# 'Vlaams' en 'Nederlands'



## thoxiii

*Split from this thread*

Ok, here is some more native input, from a Flemish guy.

I first give you some definitions to make my explanation more clear:
- Nederland: country: The Netherlands
- Nederlander
- Nederlands: substantive: Dutch language, I will limit this for the sake of the argument to the Dutch language spoken in The Netherlands.
- Nederlands: adjective of The Netherlands
- Vlaanderen: region & community: the northern part of Belgium
- Vlaming: Flemish person: inhabitant
- Vlaams: Flemish: substantive: kind of Nederlands spoken in Vlaanderen. 
- Vlaams: adjective of Vlaanderen, e.g. de Vlaamse cultuur. 
Officially, Vlaams has been abolished as a language in Vlaanderen and replaced by Nederlands as the unique language spoken in both Vlaanderen and Nederland. For the government, Vlaams should be limited to its adjective use. As a true Belgian, with a proud history of disobedience, I continue to use Vlaams, as it is de facto quite distinct from Nederlands.
The Brittanica has a good article about this topic, but I cannot find it online.

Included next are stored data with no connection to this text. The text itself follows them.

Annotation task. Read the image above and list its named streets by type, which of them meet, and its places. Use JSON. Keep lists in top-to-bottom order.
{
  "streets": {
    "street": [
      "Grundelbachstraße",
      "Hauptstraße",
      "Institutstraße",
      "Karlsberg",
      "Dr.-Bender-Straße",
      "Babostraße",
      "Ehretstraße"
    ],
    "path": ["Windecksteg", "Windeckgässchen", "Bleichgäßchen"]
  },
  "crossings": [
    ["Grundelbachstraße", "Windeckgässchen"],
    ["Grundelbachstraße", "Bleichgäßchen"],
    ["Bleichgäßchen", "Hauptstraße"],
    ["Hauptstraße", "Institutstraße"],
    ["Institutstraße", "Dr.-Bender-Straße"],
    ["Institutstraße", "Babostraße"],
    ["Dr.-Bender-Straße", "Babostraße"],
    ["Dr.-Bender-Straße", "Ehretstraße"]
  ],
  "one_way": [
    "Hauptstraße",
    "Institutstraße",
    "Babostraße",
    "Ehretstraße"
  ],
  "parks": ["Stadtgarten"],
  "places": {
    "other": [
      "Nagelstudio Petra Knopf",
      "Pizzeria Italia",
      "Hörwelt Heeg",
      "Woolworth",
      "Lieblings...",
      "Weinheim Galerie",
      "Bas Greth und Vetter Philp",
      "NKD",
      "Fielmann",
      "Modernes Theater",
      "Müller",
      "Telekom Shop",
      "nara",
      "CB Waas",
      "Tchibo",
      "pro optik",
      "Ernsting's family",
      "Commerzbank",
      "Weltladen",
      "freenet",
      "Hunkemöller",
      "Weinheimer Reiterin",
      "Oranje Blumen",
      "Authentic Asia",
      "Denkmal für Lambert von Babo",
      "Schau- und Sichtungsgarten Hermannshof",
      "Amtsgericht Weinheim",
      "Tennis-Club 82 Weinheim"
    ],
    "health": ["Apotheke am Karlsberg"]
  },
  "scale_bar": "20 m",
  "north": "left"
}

As you have already understood, writing in English about Dutch is already a pain. Trying to solve the whole babylonical confusion by explaining our history to foreigners is fighting against the beerquay (=hopeless), David against Goliath. Think about 'Brussels', which is a translation of French 'Bruxelles' instead of the Flemish 'Brussel', which was originally Broekzele, without the slightest trace of an 's' in the end. I rest my case.

NOW HERE IS MY CONTRIBUTION TO THE DISCUSSION



Joannes said:


> (From a Belgian's point of view so undoubtedly overgeneralizing; it may very well be a more regionally restricted thing: )


Most posts in this thread were about the kind of Dutch Nederlands spoken on television, mainly by Amsterdammers. For foreign linguists I guess it is more fun to study Dutch in sin city Amsterdam than in boring Leuven (city with best Belgian/Flemish university).

Avok is right, the Dutch do screw up and their Nederlands is becoming more and more horrible. Every clean, crisp sounding letter, they pollute - and I don't even know why they do it. Is it English influence ? 



avok said:


> Thanks optimistique, yes, they don't seem to be aware, now I wonder if they use the same kind of "s" when they speak English ?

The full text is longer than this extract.